From the data below, give the number of lines holding the word "Tunhemsvägen", with nothing else added.

┌──

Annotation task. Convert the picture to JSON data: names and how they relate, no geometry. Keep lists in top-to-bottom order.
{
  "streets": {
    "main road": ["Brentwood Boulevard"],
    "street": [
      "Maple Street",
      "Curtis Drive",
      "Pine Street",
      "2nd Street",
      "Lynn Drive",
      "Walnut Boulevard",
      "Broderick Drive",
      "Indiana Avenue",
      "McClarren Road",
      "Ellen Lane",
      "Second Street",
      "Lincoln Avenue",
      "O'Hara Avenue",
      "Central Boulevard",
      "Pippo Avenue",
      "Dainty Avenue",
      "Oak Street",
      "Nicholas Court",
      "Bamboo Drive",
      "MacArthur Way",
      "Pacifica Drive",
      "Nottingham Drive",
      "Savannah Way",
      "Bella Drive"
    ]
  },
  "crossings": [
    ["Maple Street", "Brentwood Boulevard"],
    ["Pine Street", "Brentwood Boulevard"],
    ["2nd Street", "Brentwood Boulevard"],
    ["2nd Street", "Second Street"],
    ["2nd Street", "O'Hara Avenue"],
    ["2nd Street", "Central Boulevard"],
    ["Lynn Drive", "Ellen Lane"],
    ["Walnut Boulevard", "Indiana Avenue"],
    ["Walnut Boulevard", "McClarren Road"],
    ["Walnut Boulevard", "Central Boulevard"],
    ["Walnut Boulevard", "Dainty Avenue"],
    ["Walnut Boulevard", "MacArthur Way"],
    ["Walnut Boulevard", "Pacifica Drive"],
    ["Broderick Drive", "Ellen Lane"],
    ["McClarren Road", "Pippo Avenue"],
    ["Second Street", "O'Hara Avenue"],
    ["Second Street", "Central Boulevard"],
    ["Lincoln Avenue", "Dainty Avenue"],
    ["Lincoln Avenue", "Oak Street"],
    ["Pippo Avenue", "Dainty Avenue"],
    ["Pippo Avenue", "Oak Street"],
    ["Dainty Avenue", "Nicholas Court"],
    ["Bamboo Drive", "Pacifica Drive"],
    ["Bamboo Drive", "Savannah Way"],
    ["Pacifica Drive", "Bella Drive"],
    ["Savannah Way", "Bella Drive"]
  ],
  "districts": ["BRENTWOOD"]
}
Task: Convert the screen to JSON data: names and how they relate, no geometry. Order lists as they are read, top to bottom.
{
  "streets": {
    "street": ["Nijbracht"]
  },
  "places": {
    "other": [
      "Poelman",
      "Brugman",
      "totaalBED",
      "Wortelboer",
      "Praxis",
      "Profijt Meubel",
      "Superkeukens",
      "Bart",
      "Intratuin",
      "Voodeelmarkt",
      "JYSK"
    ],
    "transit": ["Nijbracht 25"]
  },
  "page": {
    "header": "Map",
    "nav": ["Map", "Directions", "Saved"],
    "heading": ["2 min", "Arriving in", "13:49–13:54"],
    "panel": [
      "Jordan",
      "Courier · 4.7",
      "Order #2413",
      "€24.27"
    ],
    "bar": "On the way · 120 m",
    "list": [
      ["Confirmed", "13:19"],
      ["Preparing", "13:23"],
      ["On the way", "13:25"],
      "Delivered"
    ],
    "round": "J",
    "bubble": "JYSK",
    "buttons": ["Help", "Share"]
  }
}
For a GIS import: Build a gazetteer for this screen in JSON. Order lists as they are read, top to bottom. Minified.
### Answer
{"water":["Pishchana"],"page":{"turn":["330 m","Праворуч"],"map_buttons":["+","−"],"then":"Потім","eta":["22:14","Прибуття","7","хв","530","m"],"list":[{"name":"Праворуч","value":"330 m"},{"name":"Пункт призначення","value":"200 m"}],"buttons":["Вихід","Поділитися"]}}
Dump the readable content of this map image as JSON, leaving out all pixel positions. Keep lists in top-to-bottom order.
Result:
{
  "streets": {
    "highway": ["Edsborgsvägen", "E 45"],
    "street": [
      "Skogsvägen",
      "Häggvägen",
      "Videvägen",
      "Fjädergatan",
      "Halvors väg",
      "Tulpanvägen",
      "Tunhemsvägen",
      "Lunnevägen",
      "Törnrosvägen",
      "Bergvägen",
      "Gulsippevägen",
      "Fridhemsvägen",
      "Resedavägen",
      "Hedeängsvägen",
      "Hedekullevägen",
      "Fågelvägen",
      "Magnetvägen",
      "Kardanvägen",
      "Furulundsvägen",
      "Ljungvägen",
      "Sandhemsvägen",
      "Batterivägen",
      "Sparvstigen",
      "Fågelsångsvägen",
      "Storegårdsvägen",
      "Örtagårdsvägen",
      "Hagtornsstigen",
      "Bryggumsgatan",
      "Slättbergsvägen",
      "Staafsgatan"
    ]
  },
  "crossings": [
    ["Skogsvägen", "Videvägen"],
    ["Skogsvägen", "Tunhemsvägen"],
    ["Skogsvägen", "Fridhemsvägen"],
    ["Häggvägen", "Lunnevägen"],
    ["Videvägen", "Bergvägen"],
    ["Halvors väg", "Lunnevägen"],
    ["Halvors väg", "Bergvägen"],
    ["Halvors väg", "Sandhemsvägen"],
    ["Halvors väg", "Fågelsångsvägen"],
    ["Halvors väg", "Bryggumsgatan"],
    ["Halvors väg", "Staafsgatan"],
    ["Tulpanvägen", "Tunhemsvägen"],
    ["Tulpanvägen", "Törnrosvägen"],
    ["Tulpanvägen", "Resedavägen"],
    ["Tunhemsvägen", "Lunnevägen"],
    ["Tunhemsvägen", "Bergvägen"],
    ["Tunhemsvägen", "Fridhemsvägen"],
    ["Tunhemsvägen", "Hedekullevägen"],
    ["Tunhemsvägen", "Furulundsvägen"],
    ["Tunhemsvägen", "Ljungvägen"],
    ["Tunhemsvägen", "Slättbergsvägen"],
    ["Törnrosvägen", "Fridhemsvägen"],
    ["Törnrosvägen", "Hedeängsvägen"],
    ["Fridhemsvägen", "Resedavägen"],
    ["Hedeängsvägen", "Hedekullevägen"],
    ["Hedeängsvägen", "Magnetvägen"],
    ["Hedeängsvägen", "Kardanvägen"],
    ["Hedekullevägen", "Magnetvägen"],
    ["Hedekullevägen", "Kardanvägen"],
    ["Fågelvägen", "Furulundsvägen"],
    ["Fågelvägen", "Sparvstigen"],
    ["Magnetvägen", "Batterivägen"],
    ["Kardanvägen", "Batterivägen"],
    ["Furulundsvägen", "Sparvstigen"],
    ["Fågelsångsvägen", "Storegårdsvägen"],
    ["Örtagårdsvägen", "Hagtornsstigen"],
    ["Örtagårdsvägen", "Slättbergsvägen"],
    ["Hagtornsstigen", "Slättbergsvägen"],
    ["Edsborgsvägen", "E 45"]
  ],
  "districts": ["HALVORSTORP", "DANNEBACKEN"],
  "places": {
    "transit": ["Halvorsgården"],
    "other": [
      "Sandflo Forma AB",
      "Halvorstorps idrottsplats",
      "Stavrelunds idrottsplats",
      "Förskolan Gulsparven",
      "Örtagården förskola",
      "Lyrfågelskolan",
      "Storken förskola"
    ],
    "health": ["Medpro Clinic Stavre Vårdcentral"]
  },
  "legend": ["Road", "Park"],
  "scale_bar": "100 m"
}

└──

Task result: 10